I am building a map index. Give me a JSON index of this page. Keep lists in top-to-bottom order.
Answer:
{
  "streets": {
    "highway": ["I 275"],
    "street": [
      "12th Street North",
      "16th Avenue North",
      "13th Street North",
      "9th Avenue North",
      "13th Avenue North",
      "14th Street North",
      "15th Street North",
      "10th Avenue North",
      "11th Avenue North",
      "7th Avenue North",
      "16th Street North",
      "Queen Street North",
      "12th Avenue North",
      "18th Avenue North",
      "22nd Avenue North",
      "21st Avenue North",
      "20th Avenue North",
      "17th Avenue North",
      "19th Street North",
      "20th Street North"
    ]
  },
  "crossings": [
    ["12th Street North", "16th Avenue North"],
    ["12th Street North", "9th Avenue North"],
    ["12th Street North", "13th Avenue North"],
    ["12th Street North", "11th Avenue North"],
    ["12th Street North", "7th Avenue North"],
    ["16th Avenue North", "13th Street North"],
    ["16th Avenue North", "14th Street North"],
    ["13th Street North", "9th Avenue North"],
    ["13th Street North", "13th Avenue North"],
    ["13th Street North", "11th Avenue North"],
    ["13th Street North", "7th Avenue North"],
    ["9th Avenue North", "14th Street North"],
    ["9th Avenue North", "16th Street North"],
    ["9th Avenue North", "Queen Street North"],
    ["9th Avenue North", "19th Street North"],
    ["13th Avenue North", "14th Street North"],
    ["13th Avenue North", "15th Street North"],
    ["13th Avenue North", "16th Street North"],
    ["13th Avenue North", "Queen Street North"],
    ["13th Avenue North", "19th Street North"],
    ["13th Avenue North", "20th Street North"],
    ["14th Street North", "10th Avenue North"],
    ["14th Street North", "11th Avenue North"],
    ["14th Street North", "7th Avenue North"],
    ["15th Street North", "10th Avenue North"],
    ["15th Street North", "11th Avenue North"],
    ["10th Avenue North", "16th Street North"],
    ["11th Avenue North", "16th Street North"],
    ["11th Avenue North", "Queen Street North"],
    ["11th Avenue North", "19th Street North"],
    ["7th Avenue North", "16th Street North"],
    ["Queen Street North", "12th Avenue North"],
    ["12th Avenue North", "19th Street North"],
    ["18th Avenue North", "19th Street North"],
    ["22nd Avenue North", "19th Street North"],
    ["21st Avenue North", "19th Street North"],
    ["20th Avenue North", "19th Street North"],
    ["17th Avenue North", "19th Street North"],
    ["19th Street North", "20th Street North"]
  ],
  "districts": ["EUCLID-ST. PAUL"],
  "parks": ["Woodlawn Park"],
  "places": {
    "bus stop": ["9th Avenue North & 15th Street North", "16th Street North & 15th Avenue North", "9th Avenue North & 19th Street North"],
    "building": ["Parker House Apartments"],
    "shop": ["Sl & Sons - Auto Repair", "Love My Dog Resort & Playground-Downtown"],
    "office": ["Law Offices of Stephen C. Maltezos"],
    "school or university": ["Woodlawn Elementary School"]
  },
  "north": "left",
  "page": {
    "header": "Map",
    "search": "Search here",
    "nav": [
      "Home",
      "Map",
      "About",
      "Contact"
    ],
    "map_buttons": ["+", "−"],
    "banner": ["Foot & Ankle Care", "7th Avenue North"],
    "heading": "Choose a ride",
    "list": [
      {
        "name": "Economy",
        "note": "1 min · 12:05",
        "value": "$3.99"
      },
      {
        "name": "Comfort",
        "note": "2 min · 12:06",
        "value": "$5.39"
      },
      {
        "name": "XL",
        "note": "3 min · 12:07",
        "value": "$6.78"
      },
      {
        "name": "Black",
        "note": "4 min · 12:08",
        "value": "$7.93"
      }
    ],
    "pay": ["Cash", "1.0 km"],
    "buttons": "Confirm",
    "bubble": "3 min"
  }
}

* Exercise instructions *
The answer should consist of all the lines above, retyped exactly.

* Solution for this problem *
I am building a map index. Give me a JSON index of this page. Keep lists in top-to-bottom order.
Answer:
{
  "streets": {
    "highway": ["I 275"],
    "street": [
      "12th Street North",
      "16th Avenue North",
      "13th Street North",
      "9th Avenue North",
      "13th Avenue North",
      "14th Street North",
      "15th Street North",
      "10th Avenue North",
      "11th Avenue North",
      "7th Avenue North",
      "16th Street North",
      "Queen Street North",
      "12th Avenue North",
      "18th Avenue North",
      "22nd Avenue North",
      "21st Avenue North",
      "20th Avenue North",
      "17th Avenue North",
      "19th Street North",
      "20th Street North"
    ]
  },
  "crossings": [
    ["12th Street North", "16th Avenue North"],
    ["12th Street North", "9th Avenue North"],
    ["12th Street North", "13th Avenue North"],
    ["12th Street North", "11th Avenue North"],
    ["12th Street North", "7th Avenue North"],
    ["16th Avenue North", "13th Street North"],
    ["16th Avenue North", "14th Street North"],
    ["13th Street North", "9th Avenue North"],
    ["13th Street North", "13th Avenue North"],
    ["13th Street North", "11th Avenue North"],
    ["13th Street North", "7th Avenue North"],
    ["9th Avenue North", "14th Street North"],
    ["9th Avenue North", "16th Street North"],
    ["9th Avenue North", "Queen Street North"],
    ["9th Avenue North", "19th Street North"],
    ["13th Avenue North", "14th Street North"],
    ["13th Avenue North", "15th Street North"],
    ["13th Avenue North", "16th Street North"],
    ["13th Avenue North", "Queen Street North"],
    ["13th Avenue North", "19th Street North"],
    ["13th Avenue North", "20th Street North"],
    ["14th Street North", "10th Avenue North"],
    ["14th Street North", "11th Avenue North"],
    ["14th Street North", "7th Avenue North"],
    ["15th Street North", "10th Avenue North"],
    ["15th Street North", "11th Avenue North"],
    ["10th Avenue North", "16th Street North"],
    ["11th Avenue North", "16th Street North"],
    ["11th Avenue North", "Queen Street North"],
    ["11th Avenue North", "19th Street North"],
    ["7th Avenue North", "16th Street North"],
    ["Queen Street North", "12th Avenue North"],
    ["12th Avenue North", "19th Street North"],
    ["18th Avenue North", "19th Street North"],
    ["22nd Avenue North", "19th Street North"],
    ["21st Avenue North", "19th Street North"],
    ["20th Avenue North", "19th Street North"],
    ["17th Avenue North", "19th Street North"],
    ["19th Street North", "20th Street North"]
  ],
  "districts": ["EUCLID-ST. PAUL"],
  "parks": ["Woodlawn Park"],
  "places": {
    "bus stop": ["9th Avenue North & 15th Street North", "16th Street North & 15th Avenue North", "9th Avenue North & 19th Street North"],
    "building": ["Parker House Apartments"],
    "shop": ["Sl & Sons - Auto Repair", "Love My Dog Resort & Playground-Downtown"],
    "office": ["Law Offices of Stephen C. Maltezos"],
    "school or university": ["Woodlawn Elementary School"]
  },
  "north": "left",
  "page": {
    "header": "Map",
    "search": "Search here",
    "nav": [
      "Home",
      "Map",
      "About",
      "Contact"
    ],
    "map_buttons": ["+", "−"],
    "banner": ["Foot & Ankle Care", "7th Avenue North"],
    "heading": "Choose a ride",
    "list": [
      {
        "name": "Economy",
        "note": "1 min · 12:05",
        "value": "$3.99"
      },
      {
        "name": "Comfort",
        "note": "2 min · 12:06",
        "value": "$5.39"
      },
      {
        "name": "XL",
        "note": "3 min · 12:07",
        "value": "$6.78"
      },
      {
        "name": "Black",
        "note": "4 min · 12:08",
        "value": "$7.93"
      }
    ],
    "pay": ["Cash", "1.0 km"],
    "buttons": "Confirm",
    "bubble": "3 min"
  }
}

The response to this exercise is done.